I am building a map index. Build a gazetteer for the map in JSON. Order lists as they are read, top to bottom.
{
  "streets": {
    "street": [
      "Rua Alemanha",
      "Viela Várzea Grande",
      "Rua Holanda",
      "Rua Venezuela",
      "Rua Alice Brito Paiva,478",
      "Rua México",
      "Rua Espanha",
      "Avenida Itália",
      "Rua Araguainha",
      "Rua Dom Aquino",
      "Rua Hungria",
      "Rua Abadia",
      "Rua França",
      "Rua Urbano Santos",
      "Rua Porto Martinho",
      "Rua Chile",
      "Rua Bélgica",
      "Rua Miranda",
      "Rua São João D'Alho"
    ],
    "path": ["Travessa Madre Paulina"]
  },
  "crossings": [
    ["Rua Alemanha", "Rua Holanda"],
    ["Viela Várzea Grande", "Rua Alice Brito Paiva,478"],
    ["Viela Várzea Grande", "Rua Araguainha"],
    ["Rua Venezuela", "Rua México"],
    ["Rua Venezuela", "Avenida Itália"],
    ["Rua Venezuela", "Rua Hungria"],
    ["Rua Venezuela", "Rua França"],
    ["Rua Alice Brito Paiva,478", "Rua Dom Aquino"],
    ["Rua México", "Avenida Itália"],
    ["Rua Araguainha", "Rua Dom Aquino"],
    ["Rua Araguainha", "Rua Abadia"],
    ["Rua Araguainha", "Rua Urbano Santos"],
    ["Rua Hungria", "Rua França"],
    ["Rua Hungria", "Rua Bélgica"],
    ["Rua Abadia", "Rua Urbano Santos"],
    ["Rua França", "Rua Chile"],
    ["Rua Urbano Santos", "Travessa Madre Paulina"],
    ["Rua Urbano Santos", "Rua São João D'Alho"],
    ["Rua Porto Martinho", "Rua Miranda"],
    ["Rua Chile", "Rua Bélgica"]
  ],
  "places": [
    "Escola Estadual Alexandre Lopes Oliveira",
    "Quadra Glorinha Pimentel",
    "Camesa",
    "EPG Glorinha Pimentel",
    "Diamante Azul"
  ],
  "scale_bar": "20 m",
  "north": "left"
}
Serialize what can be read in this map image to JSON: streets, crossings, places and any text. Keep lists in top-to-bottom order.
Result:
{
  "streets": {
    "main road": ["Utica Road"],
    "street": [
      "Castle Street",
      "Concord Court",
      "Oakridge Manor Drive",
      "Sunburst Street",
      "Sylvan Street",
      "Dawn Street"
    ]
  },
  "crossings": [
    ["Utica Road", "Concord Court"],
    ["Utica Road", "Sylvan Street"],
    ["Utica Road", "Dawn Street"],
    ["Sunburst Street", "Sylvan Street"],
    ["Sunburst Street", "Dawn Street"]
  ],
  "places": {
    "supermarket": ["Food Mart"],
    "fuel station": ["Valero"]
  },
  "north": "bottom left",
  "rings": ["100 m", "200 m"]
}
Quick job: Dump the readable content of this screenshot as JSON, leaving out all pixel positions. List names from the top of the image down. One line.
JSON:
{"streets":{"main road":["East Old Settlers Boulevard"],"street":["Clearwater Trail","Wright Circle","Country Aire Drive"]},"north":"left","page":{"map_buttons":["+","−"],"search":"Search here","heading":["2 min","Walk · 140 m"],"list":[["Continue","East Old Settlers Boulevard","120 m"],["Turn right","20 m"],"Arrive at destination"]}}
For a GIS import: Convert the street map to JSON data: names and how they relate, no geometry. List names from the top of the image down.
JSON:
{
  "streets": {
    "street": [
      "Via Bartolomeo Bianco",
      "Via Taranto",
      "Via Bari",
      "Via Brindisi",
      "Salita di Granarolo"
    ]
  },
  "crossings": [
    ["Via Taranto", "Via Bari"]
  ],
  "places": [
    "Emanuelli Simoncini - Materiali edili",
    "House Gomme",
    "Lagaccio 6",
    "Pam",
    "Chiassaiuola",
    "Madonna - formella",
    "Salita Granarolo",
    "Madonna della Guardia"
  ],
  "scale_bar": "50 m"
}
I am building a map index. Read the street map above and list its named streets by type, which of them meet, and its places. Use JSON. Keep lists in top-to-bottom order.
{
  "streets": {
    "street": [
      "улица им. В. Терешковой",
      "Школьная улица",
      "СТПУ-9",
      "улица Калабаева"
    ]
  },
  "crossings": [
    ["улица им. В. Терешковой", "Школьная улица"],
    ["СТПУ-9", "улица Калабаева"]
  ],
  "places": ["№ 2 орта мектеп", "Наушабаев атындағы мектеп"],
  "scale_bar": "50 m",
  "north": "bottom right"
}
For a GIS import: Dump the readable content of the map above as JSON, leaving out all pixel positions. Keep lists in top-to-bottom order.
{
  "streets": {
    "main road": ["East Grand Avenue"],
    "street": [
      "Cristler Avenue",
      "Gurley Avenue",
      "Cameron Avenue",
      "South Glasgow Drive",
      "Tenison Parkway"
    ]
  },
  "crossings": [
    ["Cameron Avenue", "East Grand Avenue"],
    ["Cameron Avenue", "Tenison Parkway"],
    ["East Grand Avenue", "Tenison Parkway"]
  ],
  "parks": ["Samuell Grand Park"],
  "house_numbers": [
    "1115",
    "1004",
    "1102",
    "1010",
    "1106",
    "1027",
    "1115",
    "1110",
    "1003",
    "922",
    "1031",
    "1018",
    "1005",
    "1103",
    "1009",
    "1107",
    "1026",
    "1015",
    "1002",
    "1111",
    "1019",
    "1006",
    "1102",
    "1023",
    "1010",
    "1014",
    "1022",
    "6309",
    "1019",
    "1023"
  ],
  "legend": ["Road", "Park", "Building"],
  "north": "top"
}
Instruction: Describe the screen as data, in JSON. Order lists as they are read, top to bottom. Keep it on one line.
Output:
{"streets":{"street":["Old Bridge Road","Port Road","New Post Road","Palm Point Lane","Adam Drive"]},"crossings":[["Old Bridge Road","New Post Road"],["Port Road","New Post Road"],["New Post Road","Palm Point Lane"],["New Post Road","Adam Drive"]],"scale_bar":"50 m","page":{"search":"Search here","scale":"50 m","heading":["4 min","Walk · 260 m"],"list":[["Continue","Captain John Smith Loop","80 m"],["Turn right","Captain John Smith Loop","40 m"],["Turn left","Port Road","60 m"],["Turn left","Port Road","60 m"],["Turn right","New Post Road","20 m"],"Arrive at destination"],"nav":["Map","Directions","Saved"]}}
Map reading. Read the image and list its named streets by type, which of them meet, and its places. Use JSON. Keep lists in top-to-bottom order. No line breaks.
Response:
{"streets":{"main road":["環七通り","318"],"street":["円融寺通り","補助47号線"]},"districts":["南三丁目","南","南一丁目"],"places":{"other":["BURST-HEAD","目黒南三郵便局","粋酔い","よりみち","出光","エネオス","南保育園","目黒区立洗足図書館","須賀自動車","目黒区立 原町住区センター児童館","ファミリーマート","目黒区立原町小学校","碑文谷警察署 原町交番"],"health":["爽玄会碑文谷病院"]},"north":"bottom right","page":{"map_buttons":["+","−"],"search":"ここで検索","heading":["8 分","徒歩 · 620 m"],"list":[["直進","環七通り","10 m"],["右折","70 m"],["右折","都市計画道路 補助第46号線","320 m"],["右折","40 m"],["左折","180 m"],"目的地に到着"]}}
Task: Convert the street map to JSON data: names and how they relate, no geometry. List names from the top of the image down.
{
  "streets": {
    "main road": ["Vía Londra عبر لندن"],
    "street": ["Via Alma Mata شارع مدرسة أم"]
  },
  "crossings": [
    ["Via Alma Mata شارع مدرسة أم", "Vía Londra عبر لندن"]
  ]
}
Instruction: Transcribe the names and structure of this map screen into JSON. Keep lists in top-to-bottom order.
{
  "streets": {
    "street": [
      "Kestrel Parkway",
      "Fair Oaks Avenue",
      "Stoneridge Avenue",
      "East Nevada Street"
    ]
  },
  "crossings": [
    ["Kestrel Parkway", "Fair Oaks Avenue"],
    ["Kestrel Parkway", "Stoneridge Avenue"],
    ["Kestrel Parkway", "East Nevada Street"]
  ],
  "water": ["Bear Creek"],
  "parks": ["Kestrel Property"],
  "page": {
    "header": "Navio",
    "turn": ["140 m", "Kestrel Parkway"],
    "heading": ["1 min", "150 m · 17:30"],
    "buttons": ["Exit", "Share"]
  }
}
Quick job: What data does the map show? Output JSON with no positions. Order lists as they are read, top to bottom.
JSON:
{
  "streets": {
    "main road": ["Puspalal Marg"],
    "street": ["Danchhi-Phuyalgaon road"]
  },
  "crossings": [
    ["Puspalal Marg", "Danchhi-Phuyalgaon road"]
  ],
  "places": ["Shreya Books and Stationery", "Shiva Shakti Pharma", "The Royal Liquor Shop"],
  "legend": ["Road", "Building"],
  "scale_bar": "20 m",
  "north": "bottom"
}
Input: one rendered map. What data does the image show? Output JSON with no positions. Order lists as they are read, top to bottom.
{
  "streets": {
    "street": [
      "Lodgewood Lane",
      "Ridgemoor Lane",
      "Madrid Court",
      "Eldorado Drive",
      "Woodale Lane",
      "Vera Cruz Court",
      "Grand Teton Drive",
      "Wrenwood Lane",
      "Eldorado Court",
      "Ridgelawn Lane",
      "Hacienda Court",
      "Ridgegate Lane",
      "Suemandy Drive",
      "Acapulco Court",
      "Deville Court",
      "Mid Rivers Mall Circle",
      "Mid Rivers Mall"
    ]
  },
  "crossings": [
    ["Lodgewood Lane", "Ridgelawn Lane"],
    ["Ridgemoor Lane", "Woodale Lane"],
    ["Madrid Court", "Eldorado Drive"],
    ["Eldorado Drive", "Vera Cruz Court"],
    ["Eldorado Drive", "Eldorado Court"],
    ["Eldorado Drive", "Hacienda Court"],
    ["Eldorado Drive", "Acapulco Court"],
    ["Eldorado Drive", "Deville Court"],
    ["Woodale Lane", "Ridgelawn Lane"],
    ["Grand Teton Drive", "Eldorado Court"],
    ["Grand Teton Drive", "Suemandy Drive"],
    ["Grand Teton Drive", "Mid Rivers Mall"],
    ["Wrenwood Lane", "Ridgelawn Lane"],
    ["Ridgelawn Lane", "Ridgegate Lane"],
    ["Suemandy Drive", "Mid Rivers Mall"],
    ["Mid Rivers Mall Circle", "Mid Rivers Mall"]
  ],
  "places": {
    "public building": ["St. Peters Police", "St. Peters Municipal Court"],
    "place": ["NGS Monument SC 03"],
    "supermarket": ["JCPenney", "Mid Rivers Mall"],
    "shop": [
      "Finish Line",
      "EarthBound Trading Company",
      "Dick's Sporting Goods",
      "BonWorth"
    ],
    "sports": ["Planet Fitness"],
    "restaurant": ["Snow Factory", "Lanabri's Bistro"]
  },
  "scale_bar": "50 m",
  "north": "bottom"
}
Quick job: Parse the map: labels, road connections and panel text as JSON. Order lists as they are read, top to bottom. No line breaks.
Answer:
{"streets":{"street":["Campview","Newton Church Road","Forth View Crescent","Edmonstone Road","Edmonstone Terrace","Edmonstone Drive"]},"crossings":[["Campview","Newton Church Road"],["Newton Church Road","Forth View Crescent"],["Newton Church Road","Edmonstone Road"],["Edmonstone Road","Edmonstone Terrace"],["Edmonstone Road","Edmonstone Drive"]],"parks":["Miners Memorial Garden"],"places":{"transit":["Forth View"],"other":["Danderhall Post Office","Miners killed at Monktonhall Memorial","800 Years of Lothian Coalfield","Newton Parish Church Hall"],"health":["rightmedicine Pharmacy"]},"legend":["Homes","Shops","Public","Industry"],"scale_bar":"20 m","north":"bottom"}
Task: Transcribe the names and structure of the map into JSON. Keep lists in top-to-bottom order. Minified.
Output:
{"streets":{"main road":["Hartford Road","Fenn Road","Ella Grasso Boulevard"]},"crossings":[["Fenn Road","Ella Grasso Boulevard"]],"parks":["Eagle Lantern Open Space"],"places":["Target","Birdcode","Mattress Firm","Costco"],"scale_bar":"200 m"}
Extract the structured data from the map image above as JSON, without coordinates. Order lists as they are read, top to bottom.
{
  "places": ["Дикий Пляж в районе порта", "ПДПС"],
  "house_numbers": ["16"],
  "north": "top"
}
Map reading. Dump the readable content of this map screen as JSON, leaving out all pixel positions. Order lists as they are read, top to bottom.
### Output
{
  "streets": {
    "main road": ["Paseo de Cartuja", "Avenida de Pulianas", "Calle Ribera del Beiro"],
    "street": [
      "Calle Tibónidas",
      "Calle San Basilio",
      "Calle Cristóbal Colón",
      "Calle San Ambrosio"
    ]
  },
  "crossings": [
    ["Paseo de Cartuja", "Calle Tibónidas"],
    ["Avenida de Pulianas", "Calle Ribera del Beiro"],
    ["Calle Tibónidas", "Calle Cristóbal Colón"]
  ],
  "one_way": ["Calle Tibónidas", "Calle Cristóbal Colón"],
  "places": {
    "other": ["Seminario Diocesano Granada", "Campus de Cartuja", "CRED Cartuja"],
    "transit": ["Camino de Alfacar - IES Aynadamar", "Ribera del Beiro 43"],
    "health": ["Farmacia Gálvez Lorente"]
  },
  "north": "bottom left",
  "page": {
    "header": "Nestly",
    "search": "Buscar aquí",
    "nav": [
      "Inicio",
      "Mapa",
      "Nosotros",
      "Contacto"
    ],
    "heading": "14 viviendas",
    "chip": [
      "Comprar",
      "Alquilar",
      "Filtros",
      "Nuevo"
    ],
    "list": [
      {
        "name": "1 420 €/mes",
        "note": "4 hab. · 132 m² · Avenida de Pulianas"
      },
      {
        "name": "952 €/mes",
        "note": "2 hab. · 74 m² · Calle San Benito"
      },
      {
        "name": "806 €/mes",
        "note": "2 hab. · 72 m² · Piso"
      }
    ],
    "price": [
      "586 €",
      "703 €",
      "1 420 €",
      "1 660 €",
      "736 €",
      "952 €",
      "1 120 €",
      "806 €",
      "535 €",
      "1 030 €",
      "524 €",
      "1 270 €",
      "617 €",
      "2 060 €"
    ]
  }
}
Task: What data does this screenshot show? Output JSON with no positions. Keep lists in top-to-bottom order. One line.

= = = = = = =

→ Work required
Pull every line with the word "breaks" from the data.

→ Output of the exercise
Map reading. Read the image and list its named streets by type, which of them meet, and its places. Use JSON. Keep lists in top-to-bottom order. No line breaks.
Quick job: Parse the map: labels, road connections and panel text as JSON. Order lists as they are read, top to bottom. No line breaks.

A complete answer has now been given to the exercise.